* **Data for analysis**

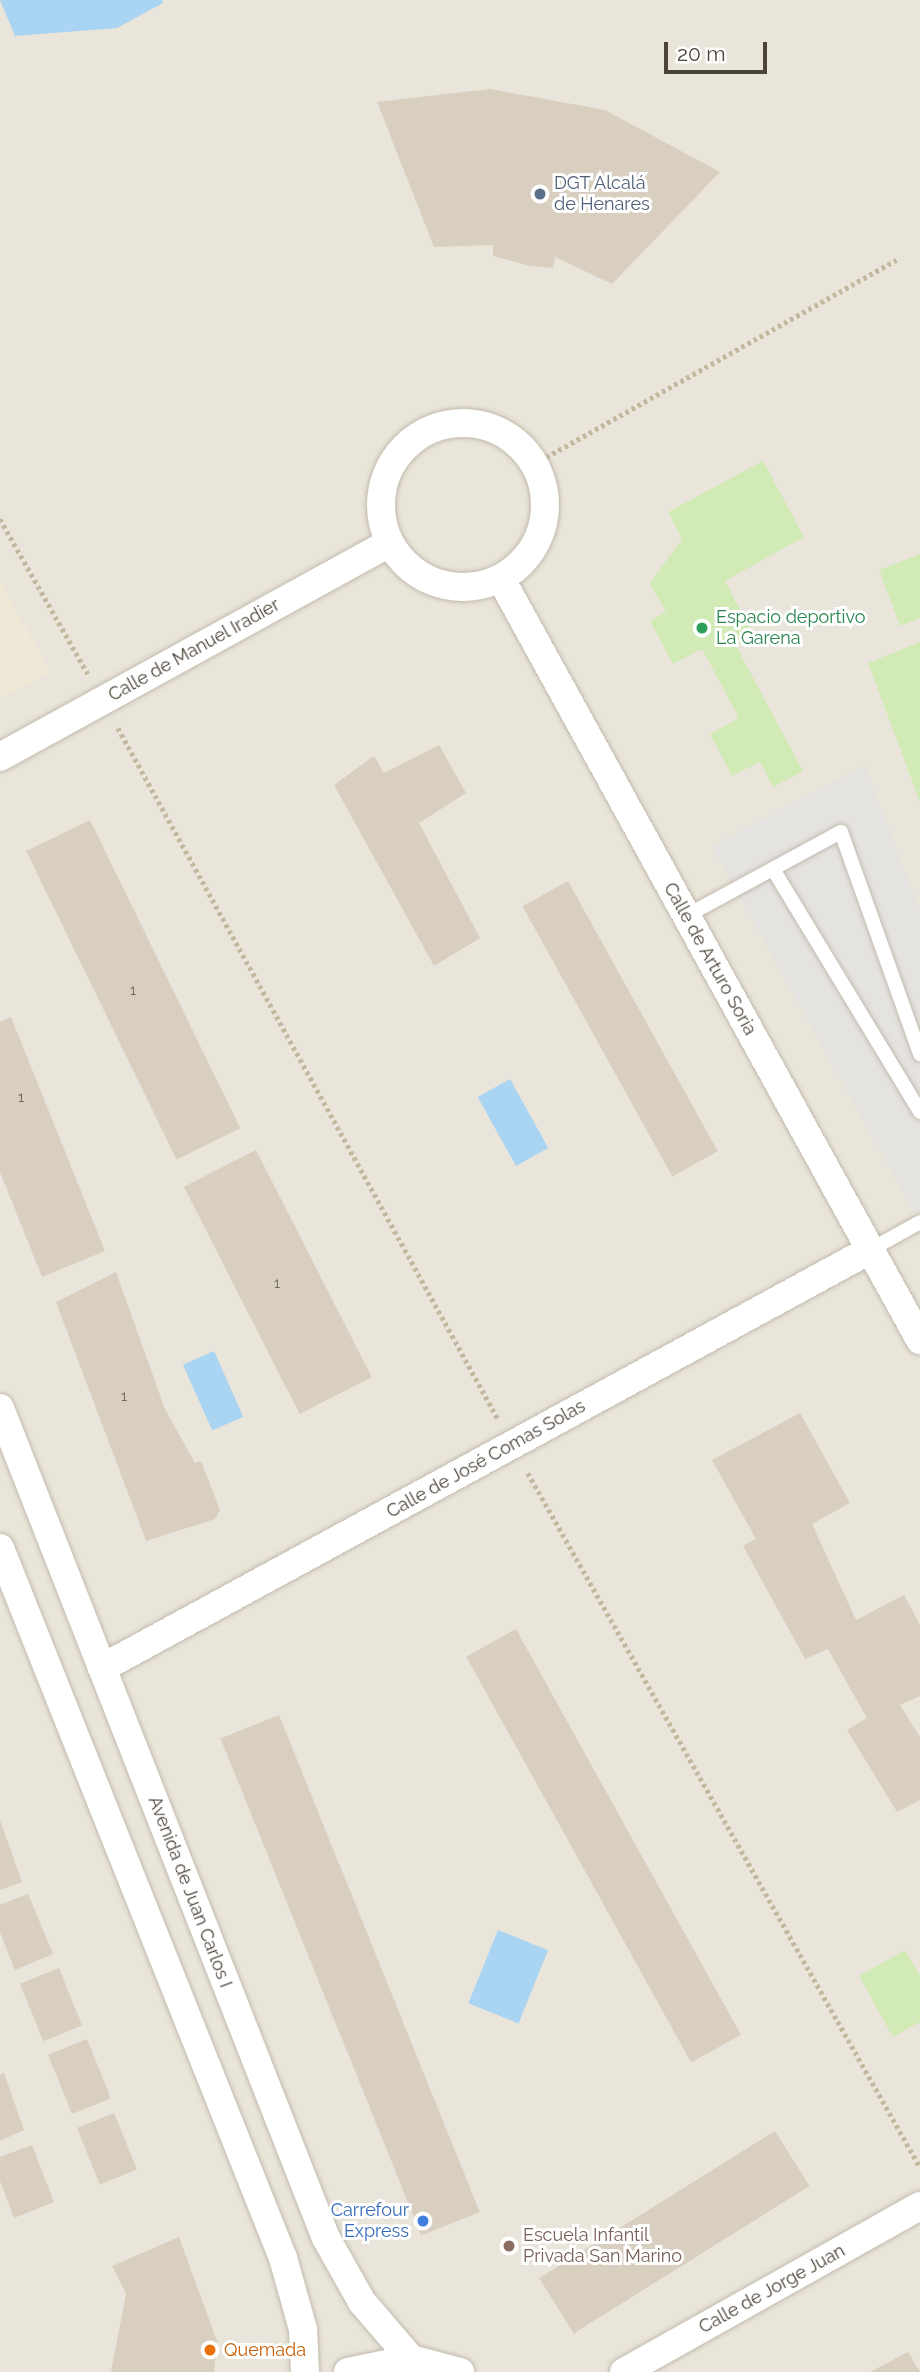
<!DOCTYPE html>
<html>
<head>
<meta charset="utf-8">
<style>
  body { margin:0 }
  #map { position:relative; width:920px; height:2372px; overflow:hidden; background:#f6f3ec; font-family:Raleway,sans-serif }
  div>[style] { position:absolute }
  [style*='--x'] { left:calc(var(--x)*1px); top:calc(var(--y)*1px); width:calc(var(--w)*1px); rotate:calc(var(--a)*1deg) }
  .residential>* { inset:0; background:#eae5da; transform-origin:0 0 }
  .education>* { inset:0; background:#efe8d6 }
  .green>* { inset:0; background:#d2eab5 }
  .parking>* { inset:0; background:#e5e3e0 }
  .water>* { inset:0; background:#a9d4f2; transform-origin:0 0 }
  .building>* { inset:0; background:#d8cfc1; transform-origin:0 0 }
  .path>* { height:4.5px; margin-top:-2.25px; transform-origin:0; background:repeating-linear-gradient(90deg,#c4b79f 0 3.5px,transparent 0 7px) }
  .roads { filter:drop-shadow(0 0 2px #c2bbae) drop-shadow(0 0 2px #c2bbae) }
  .lane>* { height:14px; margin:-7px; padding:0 7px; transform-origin:7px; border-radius:7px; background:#fff }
  .street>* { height:28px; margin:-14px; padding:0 14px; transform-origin:14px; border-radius:14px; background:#fff }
  .street>.ring { margin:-14px; padding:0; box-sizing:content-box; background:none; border:28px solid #fff; border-radius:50% }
  .dots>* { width:19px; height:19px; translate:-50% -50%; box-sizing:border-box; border:4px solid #fff; border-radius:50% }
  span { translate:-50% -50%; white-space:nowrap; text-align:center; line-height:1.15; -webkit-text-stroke:6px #fff; paint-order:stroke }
  .number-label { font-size:14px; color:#6e675b }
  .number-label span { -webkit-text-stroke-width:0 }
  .service-label { font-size:18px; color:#4e5e75 }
  .left { translate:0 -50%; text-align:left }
  .leisure-label { font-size:18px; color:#27864d }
  .street-label { font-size:18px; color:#4b4439 }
  .shop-label { font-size:18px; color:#366cbe }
  .right { translate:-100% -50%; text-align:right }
  .education-label { font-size:18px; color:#785e54 }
  .food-label { font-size:18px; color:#c56008 }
  .scale { position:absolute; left:664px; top:42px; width:103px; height:32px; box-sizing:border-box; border:4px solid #4b4439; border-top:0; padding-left:9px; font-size:21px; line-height:24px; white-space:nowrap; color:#4b4439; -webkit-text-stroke:5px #fff; paint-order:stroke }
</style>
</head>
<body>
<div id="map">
  <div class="residential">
    <i style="left:0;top:0;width:920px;height:2372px"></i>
  </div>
  <div class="education">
    <i style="clip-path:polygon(0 581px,50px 672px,0 699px)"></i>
  </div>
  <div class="green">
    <i style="clip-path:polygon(763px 461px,804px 537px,725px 581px,754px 636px,736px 646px,803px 771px,773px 787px,760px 762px,732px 776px,710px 734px,739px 718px,702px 649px,673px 664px,650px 621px,666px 612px,650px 583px,682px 539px,668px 512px)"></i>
    <i style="clip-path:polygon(920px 554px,920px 618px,900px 626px,879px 570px)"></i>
    <i style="clip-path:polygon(920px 642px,920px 802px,868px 663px)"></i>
    <i style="clip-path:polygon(905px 1950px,920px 1976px,920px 2022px,893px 2037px,859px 1976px)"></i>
  </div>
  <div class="parking">
    <i style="clip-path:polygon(865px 765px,920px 911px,920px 1223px,711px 846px)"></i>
  </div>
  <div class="water">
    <i style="clip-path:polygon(0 0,162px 0,163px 3px,117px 28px,15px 36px)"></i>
    <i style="left:510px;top:1079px;width:79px;height:37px;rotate:61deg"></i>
    <i style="left:214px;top:1351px;width:72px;height:34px;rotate:66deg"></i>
    <i style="left:498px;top:1930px;width:54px;height:79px;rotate:22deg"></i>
  </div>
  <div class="building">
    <i style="clip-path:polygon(490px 89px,605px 110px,720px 172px,612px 284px,555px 257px,553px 268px,530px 266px,493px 256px,493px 245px,434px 247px,377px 102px)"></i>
    <i style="clip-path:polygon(439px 745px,466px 793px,419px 823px,480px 938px,434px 966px,334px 785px,374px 756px,384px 773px)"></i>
    <i style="left:90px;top:820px;width:343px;height:71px;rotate:64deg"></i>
    <i style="left:568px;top:881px;width:309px;height:52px;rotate:61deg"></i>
    <i style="clip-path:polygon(11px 1017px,105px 1251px,42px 1277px,0 1172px,0 1022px)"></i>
    <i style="left:256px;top:1150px;width:255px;height:81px;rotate:63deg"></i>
    <i style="clip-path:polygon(116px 1272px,165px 1409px,195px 1463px,201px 1461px,220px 1510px,215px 1519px,146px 1541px,56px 1302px)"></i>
    <i style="clip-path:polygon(800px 1413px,850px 1503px,812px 1524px,856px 1620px,904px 1595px,920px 1625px,920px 1696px,900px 1705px,920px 1737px,920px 1800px,897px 1812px,847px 1730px,867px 1718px,828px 1649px,805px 1659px,743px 1546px,756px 1539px,712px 1460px)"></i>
    <i style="left:516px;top:1629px;width:464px;height:57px;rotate:61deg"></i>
    <i style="left:279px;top:1715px;width:536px;height:63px;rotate:68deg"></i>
    <i style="clip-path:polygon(0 1820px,22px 1882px,0 1890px)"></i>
    <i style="clip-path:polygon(28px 1894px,53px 1954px,15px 1970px,0 1932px,0 1905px)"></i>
    <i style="left:59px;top:1968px;width:62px;height:42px;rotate:68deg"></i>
    <i style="left:87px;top:2039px;width:64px;height:42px;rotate:68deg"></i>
    <i style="clip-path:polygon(4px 2073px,24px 2130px,0 2141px,0 2075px)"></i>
    <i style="left:114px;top:2113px;width:61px;height:40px;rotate:68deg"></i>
    <i style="left:775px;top:2131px;width:65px;height:278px;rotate:58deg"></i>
    <i style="clip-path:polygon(32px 2145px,54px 2202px,14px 2218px,0 2181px,0 2157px)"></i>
    <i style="clip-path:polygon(179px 2237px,217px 2341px,214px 2372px,111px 2372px,126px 2294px,112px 2266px)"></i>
    <i style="clip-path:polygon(908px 2352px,920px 2372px,870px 2372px)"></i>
  </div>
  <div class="path">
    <i style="--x:534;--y:464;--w:416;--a:-29.4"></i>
    <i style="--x:0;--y:519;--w:178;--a:60.4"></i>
    <i style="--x:118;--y:728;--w:789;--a:61.19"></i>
    <i style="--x:528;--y:1473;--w:797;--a:60.54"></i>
  </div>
  <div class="roads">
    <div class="lane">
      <i style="--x:773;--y:869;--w:284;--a:58.8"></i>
      <i style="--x:686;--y:916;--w:176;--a:-28.5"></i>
      <i style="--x:841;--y:832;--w:236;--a:70.4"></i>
      <i style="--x:870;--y:1250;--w:57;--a:-29.2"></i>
    </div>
    <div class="street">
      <i class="ring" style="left:381px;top:423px;width:136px;height:136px"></i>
      <i style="--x:501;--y:579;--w:869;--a:61.16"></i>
      <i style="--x:0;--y:757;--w:444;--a:-28.8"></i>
      <i style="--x:0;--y:1408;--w:892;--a:68.56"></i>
      <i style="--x:326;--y:2238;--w:73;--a:60.6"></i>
      <i style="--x:362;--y:2302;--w:75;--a:49.3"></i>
      <i style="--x:0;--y:1548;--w:764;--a:68.27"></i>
      <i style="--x:283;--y:2258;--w:74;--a:74.3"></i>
      <i style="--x:303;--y:2329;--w:43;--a:87.3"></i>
      <i style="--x:102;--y:1668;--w:874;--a:-28.56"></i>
      <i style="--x:348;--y:2372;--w:64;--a:-11.7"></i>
      <i style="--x:411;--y:2359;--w:51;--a:14.9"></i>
      <i style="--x:624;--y:2372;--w:339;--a:-29.3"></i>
    </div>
  </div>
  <div class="dots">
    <i style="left:540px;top:194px;background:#5c6f8a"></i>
    <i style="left:702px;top:628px;background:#2e9e5b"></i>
    <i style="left:423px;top:2221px;background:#3f7fe0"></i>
    <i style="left:509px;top:2246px;background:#8d6e63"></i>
    <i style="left:210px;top:2350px;background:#e8710a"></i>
  </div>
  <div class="number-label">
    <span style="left:133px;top:990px">1</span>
    <span style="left:21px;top:1097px">1</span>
    <span style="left:277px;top:1283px">1</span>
    <span style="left:124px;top:1396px">1</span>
  </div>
  <div class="service-label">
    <span class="left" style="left:554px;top:194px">DGT Alcalá<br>de Henares</span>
  </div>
  <div class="leisure-label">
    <span class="left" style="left:716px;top:628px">Espacio deportivo<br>La Garena</span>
  </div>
  <div class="street-label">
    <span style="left:194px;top:650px;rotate:-29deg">Calle de Manuel Iradier</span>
    <span style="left:710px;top:959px;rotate:61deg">Calle de Arturo Soria</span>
    <span style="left:486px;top:1459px;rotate:-29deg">Calle de José Comas Solas</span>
    <span style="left:190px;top:1892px;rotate:69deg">Avenida de Juan Carlos I</span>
    <span style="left:772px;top:2289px;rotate:-29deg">Calle de Jorge Juan</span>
  </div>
  <div class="shop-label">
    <span class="right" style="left:409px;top:2221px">Carrefour<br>Express</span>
  </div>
  <div class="education-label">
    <span class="left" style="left:523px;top:2246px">Escuela Infantil<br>Privada San Marino</span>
  </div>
  <div class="food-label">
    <span class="left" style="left:224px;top:2350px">Quemada</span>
  </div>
  <div class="scale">20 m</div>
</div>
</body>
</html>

* **Your objective**
Your task is to repeat exactly the lines from the beginning of the data to the line that contains "width:19px; height:19px; translate:-50%", both ends included, leaving out pictures.

* **Task response**
<!DOCTYPE html>
<html>
<head>
<meta charset="utf-8">
<style>
  body { margin:0 }
  #map { position:relative; width:920px; height:2372px; overflow:hidden; background:#f6f3ec; font-family:Raleway,sans-serif }
  div>[style] { position:absolute }
  [style*='--x'] { left:calc(var(--x)*1px); top:calc(var(--y)*1px); width:calc(var(--w)*1px); rotate:calc(var(--a)*1deg) }
  .residential>* { inset:0; background:#eae5da; transform-origin:0 0 }
  .education>* { inset:0; background:#efe8d6 }
  .green>* { inset:0; background:#d2eab5 }
  .parking>* { inset:0; background:#e5e3e0 }
  .water>* { inset:0; background:#a9d4f2; transform-origin:0 0 }
  .building>* { inset:0; background:#d8cfc1; transform-origin:0 0 }
  .path>* { height:4.5px; margin-top:-2.25px; transform-origin:0; background:repeating-linear-gradient(90deg,#c4b79f 0 3.5px,transparent 0 7px) }
  .roads { filter:drop-shadow(0 0 2px #c2bbae) drop-shadow(0 0 2px #c2bbae) }
  .lane>* { height:14px; margin:-7px; padding:0 7px; transform-origin:7px; border-radius:7px; background:#fff }
  .street>* { height:28px; margin:-14px; padding:0 14px; transform-origin:14px; border-radius:14px; background:#fff }
  .street>.ring { margin:-14px; padding:0; box-sizing:content-box; background:none; border:28px solid #fff; border-radius:50% }
  .dots>* { width:19px; height:19px; translate:-50% -50%; box-sizing:border-box; border:4px solid #fff; border-radius:50% }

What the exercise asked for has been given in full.